Task description. Among the lines below, tally those holding the string "Indian" and give the total only.

Dataset entries:

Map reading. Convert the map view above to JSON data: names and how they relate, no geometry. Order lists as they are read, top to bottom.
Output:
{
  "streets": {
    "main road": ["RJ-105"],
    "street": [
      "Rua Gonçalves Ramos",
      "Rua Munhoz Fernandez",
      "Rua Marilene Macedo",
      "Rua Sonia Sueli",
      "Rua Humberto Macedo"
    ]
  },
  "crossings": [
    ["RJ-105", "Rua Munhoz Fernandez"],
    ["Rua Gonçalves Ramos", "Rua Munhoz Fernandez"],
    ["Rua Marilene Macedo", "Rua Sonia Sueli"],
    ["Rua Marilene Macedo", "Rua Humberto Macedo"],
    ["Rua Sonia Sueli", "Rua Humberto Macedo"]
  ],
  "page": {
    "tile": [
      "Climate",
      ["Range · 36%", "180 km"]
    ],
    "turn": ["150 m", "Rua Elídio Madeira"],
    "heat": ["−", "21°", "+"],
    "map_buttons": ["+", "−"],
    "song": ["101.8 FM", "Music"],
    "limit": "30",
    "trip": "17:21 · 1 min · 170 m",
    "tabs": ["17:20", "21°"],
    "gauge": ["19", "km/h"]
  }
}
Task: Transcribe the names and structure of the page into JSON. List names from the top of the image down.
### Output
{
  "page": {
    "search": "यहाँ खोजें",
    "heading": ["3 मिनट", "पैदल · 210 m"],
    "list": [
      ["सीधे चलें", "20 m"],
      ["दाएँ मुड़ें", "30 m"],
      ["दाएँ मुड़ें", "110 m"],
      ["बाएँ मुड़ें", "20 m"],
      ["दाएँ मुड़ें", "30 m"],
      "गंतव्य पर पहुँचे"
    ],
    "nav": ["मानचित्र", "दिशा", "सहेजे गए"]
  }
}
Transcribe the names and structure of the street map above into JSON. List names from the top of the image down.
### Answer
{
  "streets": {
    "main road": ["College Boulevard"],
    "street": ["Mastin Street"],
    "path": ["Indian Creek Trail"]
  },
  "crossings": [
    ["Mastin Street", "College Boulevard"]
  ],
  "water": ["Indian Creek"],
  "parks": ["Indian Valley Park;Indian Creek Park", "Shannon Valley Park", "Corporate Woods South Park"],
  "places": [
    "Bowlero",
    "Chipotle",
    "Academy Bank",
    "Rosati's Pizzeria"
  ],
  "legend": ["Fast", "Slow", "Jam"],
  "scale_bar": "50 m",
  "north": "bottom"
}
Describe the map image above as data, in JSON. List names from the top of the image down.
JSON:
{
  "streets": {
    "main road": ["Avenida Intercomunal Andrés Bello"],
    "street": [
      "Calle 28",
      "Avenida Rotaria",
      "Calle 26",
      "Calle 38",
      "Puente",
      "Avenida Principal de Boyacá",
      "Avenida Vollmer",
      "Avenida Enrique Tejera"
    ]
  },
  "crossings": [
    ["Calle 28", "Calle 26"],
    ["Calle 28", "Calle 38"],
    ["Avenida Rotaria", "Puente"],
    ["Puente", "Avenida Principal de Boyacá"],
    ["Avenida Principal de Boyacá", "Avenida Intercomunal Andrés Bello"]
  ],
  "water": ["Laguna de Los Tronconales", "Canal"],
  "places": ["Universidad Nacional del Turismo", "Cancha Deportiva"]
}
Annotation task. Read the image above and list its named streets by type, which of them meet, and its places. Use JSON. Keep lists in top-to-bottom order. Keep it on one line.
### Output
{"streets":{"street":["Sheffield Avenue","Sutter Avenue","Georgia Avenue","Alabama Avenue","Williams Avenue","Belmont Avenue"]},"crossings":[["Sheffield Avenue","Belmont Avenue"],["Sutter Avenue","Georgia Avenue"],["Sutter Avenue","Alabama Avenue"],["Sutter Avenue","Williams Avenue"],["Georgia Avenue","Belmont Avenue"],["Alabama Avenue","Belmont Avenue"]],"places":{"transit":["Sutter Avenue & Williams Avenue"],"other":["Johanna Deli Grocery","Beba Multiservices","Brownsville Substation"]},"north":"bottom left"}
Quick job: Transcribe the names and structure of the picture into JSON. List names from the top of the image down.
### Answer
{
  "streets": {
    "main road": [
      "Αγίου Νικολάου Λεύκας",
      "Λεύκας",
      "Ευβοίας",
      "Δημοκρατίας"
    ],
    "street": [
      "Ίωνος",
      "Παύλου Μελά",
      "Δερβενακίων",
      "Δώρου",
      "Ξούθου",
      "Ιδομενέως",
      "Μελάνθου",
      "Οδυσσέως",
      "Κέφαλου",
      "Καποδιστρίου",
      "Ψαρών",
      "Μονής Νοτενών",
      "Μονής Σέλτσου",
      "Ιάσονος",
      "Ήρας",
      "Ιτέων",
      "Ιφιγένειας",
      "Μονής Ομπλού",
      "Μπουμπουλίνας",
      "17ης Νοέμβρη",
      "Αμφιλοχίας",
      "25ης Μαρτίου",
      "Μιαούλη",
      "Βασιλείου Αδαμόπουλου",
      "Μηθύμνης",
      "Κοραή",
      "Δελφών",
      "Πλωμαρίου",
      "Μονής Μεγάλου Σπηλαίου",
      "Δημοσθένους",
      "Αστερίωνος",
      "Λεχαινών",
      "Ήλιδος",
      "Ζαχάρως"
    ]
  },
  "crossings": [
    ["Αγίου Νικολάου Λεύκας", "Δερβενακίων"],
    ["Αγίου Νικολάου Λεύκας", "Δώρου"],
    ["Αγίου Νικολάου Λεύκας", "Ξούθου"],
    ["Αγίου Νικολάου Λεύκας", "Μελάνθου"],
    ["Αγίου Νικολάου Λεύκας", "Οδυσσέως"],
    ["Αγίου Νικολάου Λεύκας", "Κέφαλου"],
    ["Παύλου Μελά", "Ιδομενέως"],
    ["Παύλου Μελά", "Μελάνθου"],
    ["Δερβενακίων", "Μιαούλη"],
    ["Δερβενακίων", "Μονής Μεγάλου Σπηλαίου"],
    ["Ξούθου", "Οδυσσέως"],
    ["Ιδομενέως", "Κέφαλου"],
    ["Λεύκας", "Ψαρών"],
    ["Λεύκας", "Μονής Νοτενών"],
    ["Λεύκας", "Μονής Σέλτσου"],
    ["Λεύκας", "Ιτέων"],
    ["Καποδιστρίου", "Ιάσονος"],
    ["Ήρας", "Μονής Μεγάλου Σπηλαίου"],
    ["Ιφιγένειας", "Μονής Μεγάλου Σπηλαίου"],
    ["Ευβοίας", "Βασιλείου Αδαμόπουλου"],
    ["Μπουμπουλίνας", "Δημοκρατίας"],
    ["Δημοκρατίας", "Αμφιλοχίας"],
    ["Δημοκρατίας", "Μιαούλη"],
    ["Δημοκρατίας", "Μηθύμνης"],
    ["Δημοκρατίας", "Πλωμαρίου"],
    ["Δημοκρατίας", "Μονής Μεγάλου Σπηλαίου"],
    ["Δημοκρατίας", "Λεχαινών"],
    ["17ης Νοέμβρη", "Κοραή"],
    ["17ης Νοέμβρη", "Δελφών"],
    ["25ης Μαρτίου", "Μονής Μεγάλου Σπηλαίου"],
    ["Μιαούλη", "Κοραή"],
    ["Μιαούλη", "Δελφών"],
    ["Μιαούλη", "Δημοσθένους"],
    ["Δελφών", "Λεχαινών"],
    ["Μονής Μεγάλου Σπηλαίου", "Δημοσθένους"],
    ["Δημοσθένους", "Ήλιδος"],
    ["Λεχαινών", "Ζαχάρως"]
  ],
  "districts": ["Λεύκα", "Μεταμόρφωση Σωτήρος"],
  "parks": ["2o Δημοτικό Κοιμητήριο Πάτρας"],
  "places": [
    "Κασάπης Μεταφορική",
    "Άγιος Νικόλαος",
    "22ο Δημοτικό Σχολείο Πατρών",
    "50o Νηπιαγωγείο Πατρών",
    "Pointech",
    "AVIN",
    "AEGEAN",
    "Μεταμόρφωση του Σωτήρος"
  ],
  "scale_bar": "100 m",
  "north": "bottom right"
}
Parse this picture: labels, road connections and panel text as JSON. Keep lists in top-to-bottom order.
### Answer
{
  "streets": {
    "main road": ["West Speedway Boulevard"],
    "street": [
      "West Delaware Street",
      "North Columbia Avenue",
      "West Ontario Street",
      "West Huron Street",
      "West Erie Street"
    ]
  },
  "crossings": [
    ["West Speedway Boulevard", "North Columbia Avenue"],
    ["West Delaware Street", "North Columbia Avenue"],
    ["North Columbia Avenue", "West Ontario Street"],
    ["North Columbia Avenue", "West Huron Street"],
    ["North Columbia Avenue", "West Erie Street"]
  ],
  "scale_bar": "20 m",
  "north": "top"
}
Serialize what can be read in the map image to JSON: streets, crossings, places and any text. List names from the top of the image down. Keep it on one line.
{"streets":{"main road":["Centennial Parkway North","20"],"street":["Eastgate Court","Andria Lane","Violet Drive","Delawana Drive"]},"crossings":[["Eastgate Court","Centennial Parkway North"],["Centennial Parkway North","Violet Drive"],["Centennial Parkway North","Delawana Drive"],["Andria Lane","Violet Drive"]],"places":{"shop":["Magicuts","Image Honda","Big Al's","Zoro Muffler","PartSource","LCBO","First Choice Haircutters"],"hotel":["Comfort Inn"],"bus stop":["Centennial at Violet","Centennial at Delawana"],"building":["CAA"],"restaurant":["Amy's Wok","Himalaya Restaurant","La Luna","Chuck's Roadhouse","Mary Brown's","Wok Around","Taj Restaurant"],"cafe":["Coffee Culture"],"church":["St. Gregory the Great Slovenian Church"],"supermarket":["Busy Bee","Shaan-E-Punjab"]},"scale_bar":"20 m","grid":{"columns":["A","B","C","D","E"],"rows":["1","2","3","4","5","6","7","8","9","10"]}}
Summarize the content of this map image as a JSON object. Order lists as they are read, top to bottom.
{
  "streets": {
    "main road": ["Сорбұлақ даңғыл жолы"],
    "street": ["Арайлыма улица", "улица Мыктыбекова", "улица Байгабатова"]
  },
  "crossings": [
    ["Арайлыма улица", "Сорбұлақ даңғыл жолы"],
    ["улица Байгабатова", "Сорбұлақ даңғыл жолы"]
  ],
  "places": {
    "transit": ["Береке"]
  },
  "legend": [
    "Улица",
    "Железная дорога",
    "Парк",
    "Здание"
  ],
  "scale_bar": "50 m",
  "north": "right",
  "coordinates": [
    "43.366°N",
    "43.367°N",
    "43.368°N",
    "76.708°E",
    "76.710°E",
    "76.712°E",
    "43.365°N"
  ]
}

Your response. 3